The School of Informatics and Computing (SoIC) Computer Science (CS) Colloquium Series
Speaker: Siddharth Srivastava, Staff Research Scientist
Where: Lindley Hall, Rm. 102
When: Friday March 3, 2017, 3:00 pm
Topic: Sequential Decision Making in the Real World: Representation, Computation, and Execution
Abstract: Intelligent assistive agents hold the key to making preventative precision healthcare a reality. Not only could such agents provide easily accessible assistants for the elderly and the ailing, but they could also assist by collecting valuable lifestyle information and making health-oriented suggestions without requiring households to be retrofit with ubiquitous sensors. In order to be truly helpful however, such agents would need to solve the problem of sequential decision making: determining what they should do in order to accomplish a designated objective. In this talk I will discuss some of the technical gaps that have been recognized as critical in solving such problems, along with our approaches towards resolving them.

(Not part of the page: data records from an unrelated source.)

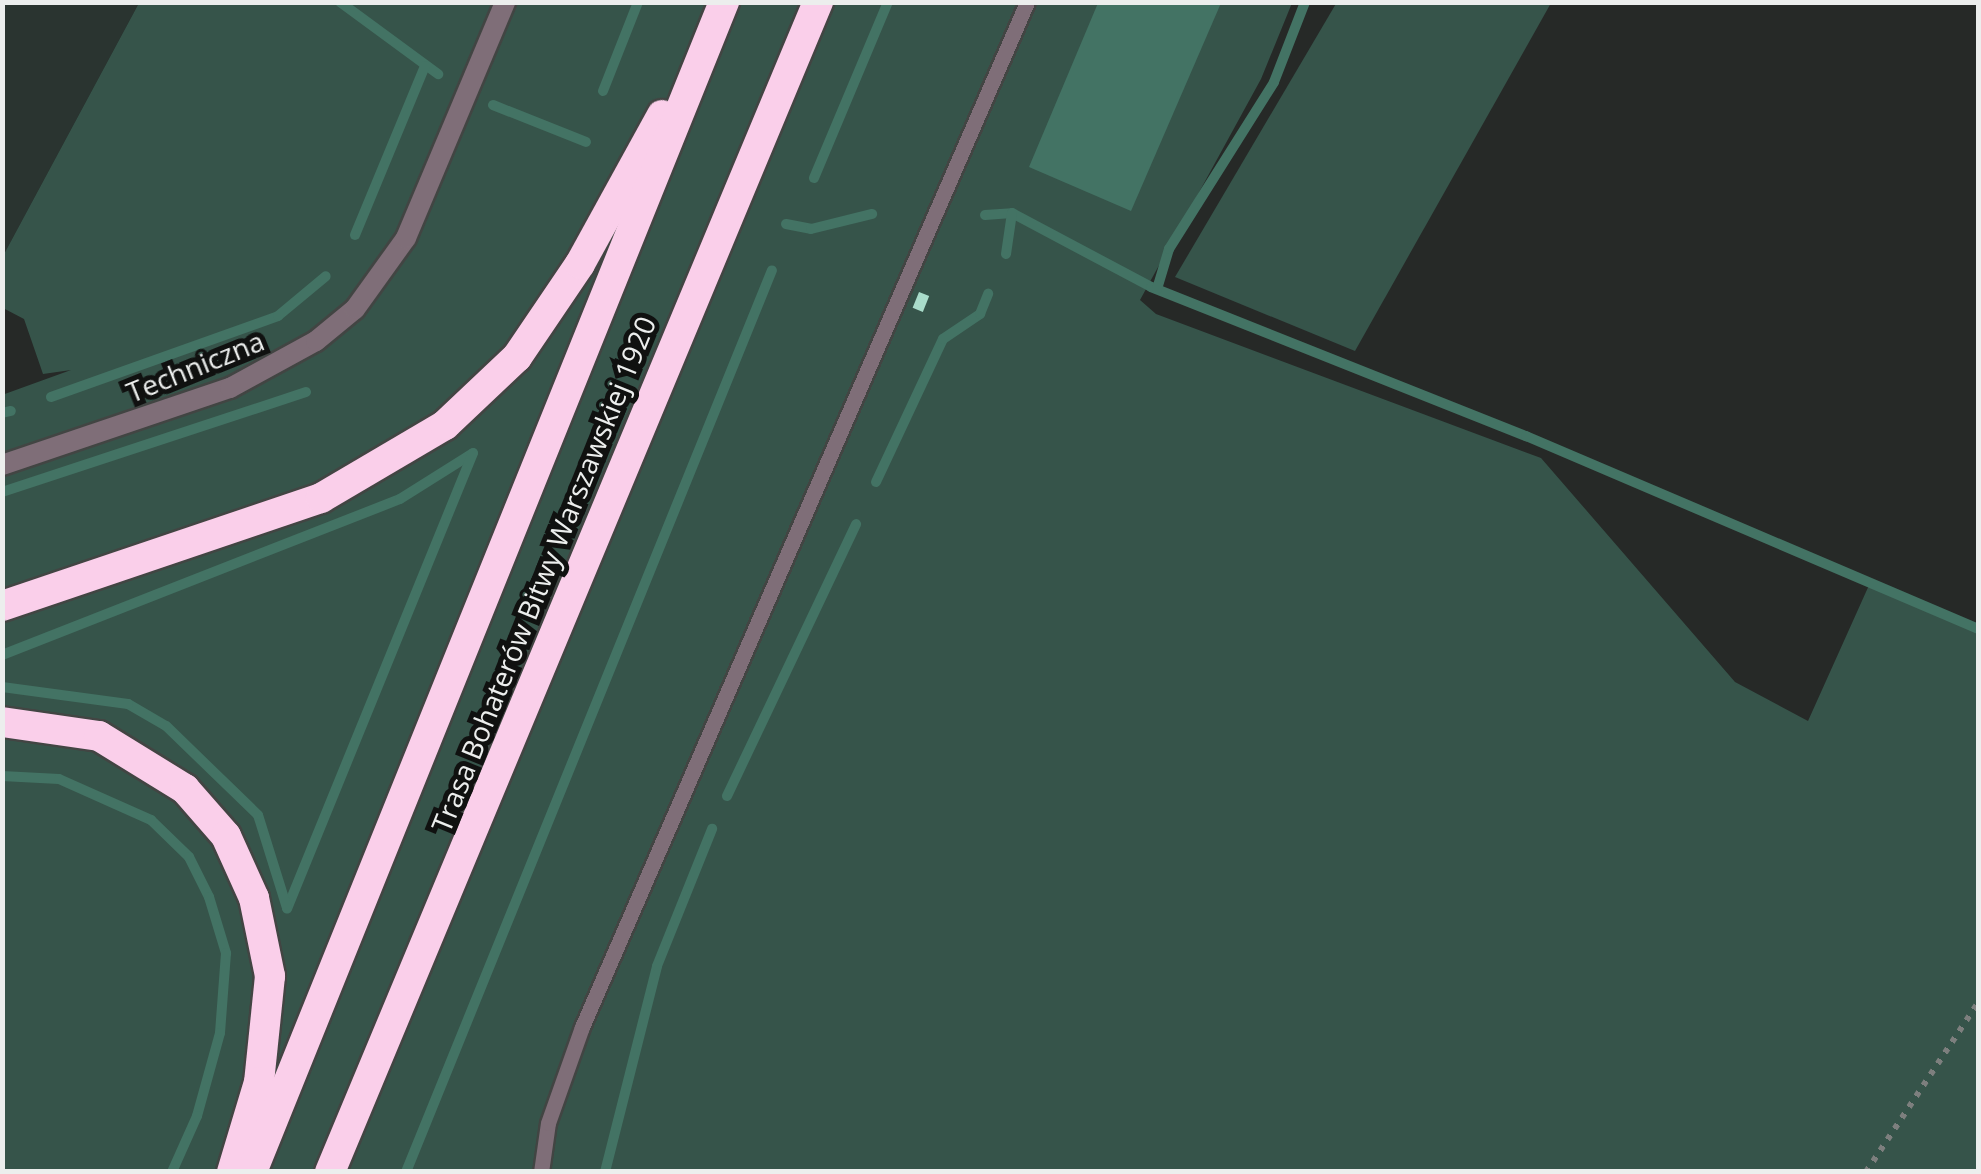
<!DOCTYPE html>
<html>
<head>
<meta charset="utf-8">
<style>
	body { margin:0 }
	#map { position:relative; width:1981px; height:1174px; overflow:hidden; background:#262927; font-family:"Open Sans",sans-serif }
	div>[style] { position:absolute }
	[style*='--x'] { left:calc(var(--x)*1px); top:calc(var(--y)*1px); width:calc(var(--w)*1px); rotate:calc(var(--a)*1deg) }
	.built>* { inset:0; background:#2a3430 }
	.green>* { inset:0; background:#36544a }
	.water>* { inset:0; background:#437364 }
	.stream>* { height:10px; margin:-5px; padding:0 5px; transform-origin:5px; border-radius:5px; background:#437364 }
	.building>* { inset:0; background:#a9dcca; transform-origin:0 0 }
	.path>* { height:6px; margin-top:-3px; transform-origin:0; background:repeating-linear-gradient(90deg,#7d7f7e 0 5px,transparent 0 13px) }
	.roads { filter:drop-shadow(2px 0 #424543) drop-shadow(-2px 0 #424543) drop-shadow(0 2px #424543) drop-shadow(0 -2px #424543) }
	.service>* { height:15px; margin:-7.5px; padding:0 7.5px; transform-origin:7.5px; border-radius:7.5px; background:#7f6e78 }
	.minor>* { height:20px; margin:-10px; padding:0 10px; transform-origin:10px; border-radius:10px; background:#7f6e78 }
	.motorway>* { height:30px; margin:-15px; padding:0 15px; transform-origin:15px; border-radius:15px; background:#facfea }
	span { translate:-50% -50%; white-space:nowrap; text-align:center; line-height:1.15; -webkit-text-stroke:10px #101110; paint-order:stroke }
	.street-label { font-size:28px; color:#eceeed }
	.frame { position:absolute; inset:0; border:5px solid #eceeed; pointer-events:none }
</style>
</head>
<body>
<div id="map">
	<div class="built">
		<i style="clip-path:polygon(3px 3px,139px 3px,3px 256px)"></i>
	</div>
	<div class="green">
		<i style="clip-path:polygon(1337px 2px,1551px 3px,1355px 351px,1175px 277px)"></i>
		<i style="clip-path:polygon(139px 3px,1292px 3px,1261px 79px,1140px 300px,1156px 314px,1541px 458px,1735px 682px,1808px 721px,1870px 583px,1978px 629px,1978px 1171px,3px 1171px,2px 395px,71px 370px,43px 374px,24px 319px,3px 308px,3px 256px)"></i>
	</div>
	<div class="water">
		<i style="clip-path:polygon(1098px 3px,1221px 3px,1131px 211px,1029px 167px)"></i>
	</div>
	<div class="stream">
		<i style="--x:340;--y:2;--w:122;--a:36.3"></i>
		<i style="--x:603;--y:91;--w:96;--a:-68.5"></i>
		<i style="--x:493;--y:105;--w:100;--a:21.7"></i>
		<i style="--x:814;--y:178;--w:191;--a:-67.2"></i>
		<i style="--x:985;--y:215;--w:27;--a:-4"></i>
		<i style="--x:1012;--y:213;--w:157;--a:28"></i>
		<i style="--x:1151;--y:287;--w:404;--a:21.7"></i>
		<i style="--x:1526;--y:436;--w:491;--a:23.1"></i>
		<i style="--x:786;--y:224;--w:25;--a:11"></i>
		<i style="--x:811;--y:229;--w:63;--a:-13.8"></i>
		<i style="--x:355;--y:235;--w:183;--a:-67.5"></i>
		<i style="--x:1006;--y:254;--w:41;--a:-81.7"></i>
		<i style="--x:1157;--y:289;--w:42;--a:-73.3"></i>
		<i style="--x:1169;--y:249;--w:197;--a:-57.8"></i>
		<i style="--x:1274;--y:82;--w:86;--a:-68.8"></i>
		<i style="--x:51;--y:397;--w:241;--a:-19.6"></i>
		<i style="--x:278;--y:316;--w:62;--a:-39.8"></i>
		<i style="--x:2;--y:413;--w:9;--a:-13"></i>
		<i style="--x:876;--y:482;--w:158;--a:-64.9"></i>
		<i style="--x:943;--y:339;--w:45;--a:-34"></i>
		<i style="--x:980;--y:314;--w:22;--a:-68"></i>
		<i style="--x:2;--y:492;--w:320;--a:-18.2"></i>
		<i style="--x:2;--y:655;--w:427;--a:-21.4"></i>
		<i style="--x:400;--y:499;--w:86;--a:-32.2"></i>
		<i style="--x:473;--y:453;--w:492;--a:112.2"></i>
		<i style="--x:287;--y:908;--w:97;--a:-107.3"></i>
		<i style="--x:258;--y:815;--w:128;--a:-135.9"></i>
		<i style="--x:166;--y:726;--w:44;--a:-149.9"></i>
		<i style="--x:128;--y:704;--w:127;--a:-172.3"></i>
		<i style="--x:2;--y:776;--w:57;--a:3"></i>
		<i style="--x:59;--y:779;--w:101;--a:24"></i>
		<i style="--x:151;--y:820;--w:53;--a:44.2"></i>
		<i style="--x:189;--y:857;--w:45;--a:63.4"></i>
		<i style="--x:209;--y:897;--w:59;--a:73.1"></i>
		<i style="--x:226;--y:953;--w:80;--a:94.3"></i>
		<i style="--x:220;--y:1033;--w:86;--a:105.5"></i>
		<i style="--x:197;--y:1116;--w:61;--a:114.1"></i>
		<i style="--x:727;--y:796;--w:301;--a:-64.6"></i>
		<i style="--x:406;--y:1172;--w:973;--a:-67.91"></i>
		<i style="--x:605;--y:1172;--w:212;--a:-75.8"></i>
		<i style="--x:657;--y:966;--w:148;--a:-68.1"></i>
	</div>
	<div class="building">
		<i style="left:919px;top:292px;width:11px;height:17px;rotate:22deg"></i>
	</div>
	<div class="path">
		<i style="--x:1866;--y:1172;--w:203;--a:-56.5"></i>
	</div>
	<div class="roads">
		<div class="service">
			<i style="--x:541;--y:1172;--w:49;--a:-81.9"></i>
			<i style="--x:548;--y:1123;--w:102;--a:-70.5"></i>
			<i style="--x:582;--y:1027;--w:1117;--a:-66.53"></i>
		</div>
		<div class="minor">
			<i style="--x:2;--y:465;--w:241;--a:-18.7"></i>
			<i style="--x:230;--y:388;--w:98;--a:-28.7"></i>
			<i style="--x:316;--y:341;--w:50;--a:-39.4"></i>
			<i style="--x:355;--y:309;--w:87;--a:-54.3"></i>
			<i style="--x:406;--y:238;--w:256;--a:-67.2"></i>
		</div>
		<div class="motorway">
			<i style="--x:2;--y:606;--w:337;--a:-18.7"></i>
			<i style="--x:321;--y:498;--w:144;--a:-30.5"></i>
			<i style="--x:445;--y:425;--w:99;--a:-43.4"></i>
			<i style="--x:517;--y:357;--w:112;--a:-55.9"></i>
			<i style="--x:580;--y:264;--w:170;--a:-61.2"></i>
			<i style="--x:2;--y:722;--w:98;--a:8.2"></i>
			<i style="--x:99;--y:736;--w:101;--a:31.6"></i>
			<i style="--x:185;--y:789;--w:62;--a:48.9"></i>
			<i style="--x:226;--y:836;--w:68;--a:65.7"></i>
			<i style="--x:254;--y:898;--w:80;--a:78.4"></i>
			<i style="--x:270;--y:976;--w:107;--a:95.9"></i>
			<i style="--x:259;--y:1082;--w:94;--a:106.7"></i>
			<i style="--x:252;--y:1172;--w:1262;--a:-68.03"></i>
			<i style="--x:330;--y:1172;--w:1268;--a:-67.36"></i>
		</div>
	</div>
	<div class="street-label">
		<span style="left:195px;top:366px;rotate:-22deg">Techniczna</span>
		<span style="left:543px;top:574px;rotate:-68deg">Trasa Bohaterów Bitwy Warszawskiej 1920</span>
	</div>
	<div class="frame"></div>
</div>
</body>
</html>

I will show that combining the strengths of logical and probabilistic representations allows us to effectively express and solve large sequential decision making problems that could not be expressed using existing approaches. This synthesis draws upon fundamental ideas from decision theory, probabilistic inference and first-order modal logic. I will also present some of our work in closing the loop between planning and execution in robotics. We show that a principled integration of discrete planning with continuous planning allows present-day robots such as the PR2 to carry out assistive household tasks such as doing the laundry and setting a table for dinner.
Biography: Siddharth Srivastava is a Staff Scientist at the United Technologies Research Center in Berkeley. Prior to that, he was a postdoctoral researcher in the RUGS group (headed by Stuart Russell) at the University of California Berkeley. He received his PhD from the University of Massachusetts Amherst in 2010, working with Shlomo Zilberstein and Neil Immerman. His research interests include robotics and AI, with a focus on planning, reasoning and acting under uncertainty. His work on integrated task and motion planning for household robotics has received coverage from international news media. His dissertation work received a Best Paper award at the International Conference on Automated Planning and Scheduling (ICAPS) and an Outstanding Dissertation award from the Department of Computer Science at UMass Amherst.